• Assignment
Give the count of lines below that include the word "rotate", and say nothing else.

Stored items
= = = =
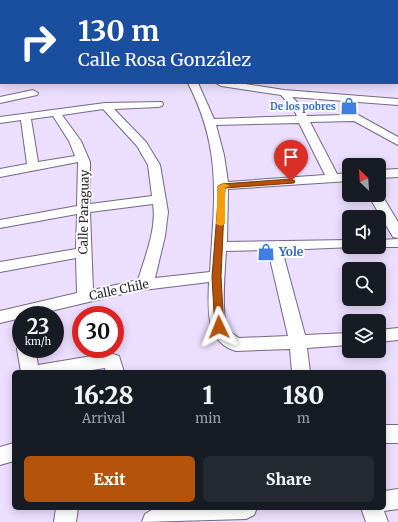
<!DOCTYPE html>
<html lang="en">
<head>
<meta charset="utf-8">
<style>
  :root { --surface:#171b24; --page:#242831; --text:#f1f3f6; --muted:#9ea1a6; --accent:#b45309 }
  body { margin:0; font-family:Merriweather,serif; background:var(--page); color:var(--text); height:100vh; display:flex; flex-direction:column; font-size:15px; white-space:nowrap }
  * { box-sizing:border-box; margin:0 }
  p { font-size:13px; color:var(--muted) }
  .icon { flex:none; width:22px; height:22px; fill:none; stroke:currentColor; stroke-width:2; stroke-linecap:round; stroke-linejoin:round }
  .map { position:relative; flex:1; overflow:hidden }
  .details { position:absolute; left:12px; top:370px; width:374px; height:140px; display:flex; flex-direction:column; background:var(--surface); border-radius:6px; box-shadow:0 2px 10px #0003 }
  .details>* { flex:none }
  .hud { position:absolute; left:0px; top:0px; width:398px; height:84px; box-shadow:0 2px 10px #0003; background:#1a4fa0; color:#fff; overflow:hidden }
  .needle { width:26px; rotate:335deg }
  .buttons { position:absolute; left:342px; top:158px; display:grid; gap:8px }
  .buttons a { display:grid; place-items:center; width:44px; height:44px; border-radius:6px; background:var(--surface); box-shadow:0 2px 10px #0003; font-size:20px }
  .speed { position:absolute; left:12px; top:306px; display:flex; gap:8px; font-size:20px; font-weight:700; text-align:center }
  .speed>* { display:grid; place-content:center; width:52px; height:52px; border-radius:50%; background:var(--surface); box-shadow:0 2px 10px #0003; line-height:1 }
  .speed small { font-size:10px; font-weight:400 }
  .speed .limit { border:6px solid #d22; background:#fff; color:#111 }
  .pin { position:absolute; display:grid; place-items:center; width:34px; height:34px; color:#fff; margin:-41px -17px; border-radius:50% 50% 50% 0; rotate:-45deg; box-shadow:0 0 4px #0007 }
  .pin .icon { rotate:45deg }
  .me { position:absolute; width:44px; margin:-22px; rotate:358deg; stroke-linejoin:round; filter:drop-shadow(0 0 3px #0008) }
  .turn { display:flex; align-items:center; gap:14px; height:84px; padding:0 12px; font-size:18px }
  .turn .icon { width:52px; height:52px; stroke-width:2.5 }
  .turn b { display:block; font-size:28px; line-height:34px }
  .eta { display:flex; justify-content:space-evenly; align-items:center; height:68px; text-align:center }
  .eta b { font-size:24px; font-weight:800; line-height:28px }
  .primary-button { display:flex; gap:8px; margin-top:auto; padding:8px 12px }
  .primary-button a { flex:1; height:46px; border-radius:6px; background:var(--accent); color:#fff; font-size:16px; font-weight:800; line-height:46px; text-align:center }
  .primary-button a+a { background:var(--page); color:var(--text) }
  .map>svg:first-child { display:block }
</style>
</head>
<body>
<div class="map">
<svg width="398" height="522" viewBox="0 0 398 522">
  <rect width="100%" height="100%" fill="#ecdefe"/>
  <g fill="none" stroke-linecap="round" stroke-linejoin="round">
    <g stroke="#756885" stroke-width="2">
      <g id="minor">
        <path d="M139 0H147L138 1Z"/>
        <rect x="249" y="0" width="8" height="1"/>
        <rect x="317" y="0" width="8" height="1"/>
        <path d="M0 1H2L1 5H0Z"/>
        <rect x="0" y="19" width="1" height="4"/>
        <rect x="0" y="34" width="1" height="4"/>
        <path d="M1 48V54L0 55V49Z"/>
        <rect x="0" y="69" width="1" height="6"/>
        <path d="M188 83H198L214 119 297 116 294 110 281 95 221 86 216 83H239L284 90 398 99V105L292 97 301 106 307 116 343 115 342 113 343 111H351L398 137V145L354 121 310 122 337 174 349 173V181L228 189 227 242 349 240V247H354L282 250 305 335 349 333V345L307 348 310 372H292L290 349 236 351C205 342 208 309 209 282L135 291 34 315H21V318L0 323V311L77 293 76 258 0 272V262L76 249 77 214 0 228V220L77 206 78 162 0 177V169L27 164 21 120 0 123V117L105 103 162 102 163 104 162 106 158 107 114 109 146 142 160 165 168 212 165 236 155 278 210 272C214 200 223 152 188 83ZM103 109 137 146 148 165 152 196 90 204V162L81 141 62 115ZM53 116 69 141 75 156 38 162 31 119ZM299 123 325 175 228 182 224 155 216 125ZM153 204C157 229 145 256 138 280L93 290 90 212ZM268 250 288 336 239 338C236 336 230 332 227 328 221 314 225 268 226 251Z"/>
        <path d="M33 90 38 93 37 95 0 103V97Z"/>
        <path d="M398 169V177L379 178V170Z"/>
        <path d="M378 196 383 197 398 222V238L393 237 371 200 373 197Z"/>
        <path d="M398 239V247H374H379V240Z"/>
        <path d="M398 328V340L379 342V330Z"/>
        <path d="M20 344 21 349H35L38 365 110 353 119 356 124 372H106L105 368 79 372H21L17 349Z"/>
        <rect x="384" y="425" width="14" height="18"/>
        <path d="M14 443V461L0 465V447Z"/>
        <path d="M398 489V509L384 511 388 522H366L361 508H384V491Z"/>
        <path d="M56 508H78L76 522H54Z"/>
        <path d="M155 508H257L254 515 246 519 142 522 145 514Z"/>
      </g>
    </g>
    <use href="#minor" fill="#fff" fill-rule="evenodd"/>
  </g>
  <path fill="#b45309" stroke="#753606" d="M291 179 295 181 294 183 225 188 221 277 224 327 222 330H215L212 277 218 201V186L222 184Z"/>
  <path fill="#f59e0b" d="M222 184H226L230 186 225 188V224L221 226 216 224 218 186Z"/>
  <defs>
    <g id="shop-bare" transform="scale(1.38)"><path d="M-5-2.5h2.3a2.7 3.5 0 0 1 5.4 0H5L5.5 6h-11ZM-1.5-2.5h3a1.5 2.3 0 0 0-3 0Z" fill="#3f7fe0" stroke="#fff" stroke-width="2.5" paint-order="stroke"/></g>
  </defs>
  <g fill-rule="evenodd">
    <use href="#shop-bare" x="349" y="106"/>
    <use href="#shop-bare" x="266" y="252"/>
  </g>
  <g text-anchor="middle" stroke-width="4" stroke-linejoin="round" paint-order="stroke">
    <g font-size="10" font-weight="bold" fill="#366cbe" stroke="#fff" text-anchor="end">
      <text x="336" y="110">De los pobres</text>
    </g>
    <g font-size="12" fill="#2b2632" stroke="#fff">
      <text transform="translate(84 212) rotate(-89)" y="4">Calle Paraguay</text>
      <text transform="translate(119 290) rotate(-12)" y="4">Calle Chile</text>
    </g>
    <g font-size="12" font-weight="bold" fill="#366cbe" stroke="#fff" text-anchor="start">
      <text x="279" y="256">Yole</text>
    </g>
  </g>
</svg>
<div class="buttons">
<a><svg class="needle" viewBox="-14 -14 28 28"><path d="M0-13l5 13h-10z" fill="#e53935"/><path d="M0 13l5-13h-10z" fill="#9ea1a6"/></svg></a>
<a><svg class="icon" aria-label="sound" viewBox="0 0 24 24"><path d="M4 9h4l5-4v14l-5-4H4zM17 9q2 3 0 6"/></svg></a>
<a><svg class="icon" aria-label="search" viewBox="0 0 24 24"><circle cx="10" cy="10" r="6"/><path d="M15 15l6 6"/></svg></a>
<a><svg class="icon" aria-label="layers" viewBox="0 0 24 24"><path d="M12 4l9 5-9 5-9-5zM3 14l9 5 9-5"/></svg></a>
</div>
<div class="speed"><div>23<small>km/h</small></div><div class="limit">30</div></div>
<div class="pin" style="left:291px;top:181px;background:#d93025"><svg class="icon" aria-label="arrive" viewBox="0 0 24 24"><path d="M6 21V4h12l-3 4 3 4H6"/></svg></div>
<svg class="me" style="left:219px;top:327px" viewBox="-20 -20 40 40"><path d="M0-17L14 15 0 8-14 15z" fill="#b45309" stroke="#fff" stroke-width="4"/></svg>
<div class="hud">
<div class="turn"><svg class="icon" aria-label="right" viewBox="0 0 24 24"><path d="M7 20v-9h11M14 6l5 5-5 5"/></svg><div><b>130 m</b>Calle Rosa González</div></div>
</div>
<section class="details">
<div class="eta">
<div><b>16:28</b><p>Arrival</p></div>
<div><b>1</b><p>min</p></div>
<div><b>180</b><p>m</p></div>
</div>
<div class="primary-button"><a>Exit</a><a>Share</a></div>
</section>
</div>
</body>
</html>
= = = =
• Exercise output
6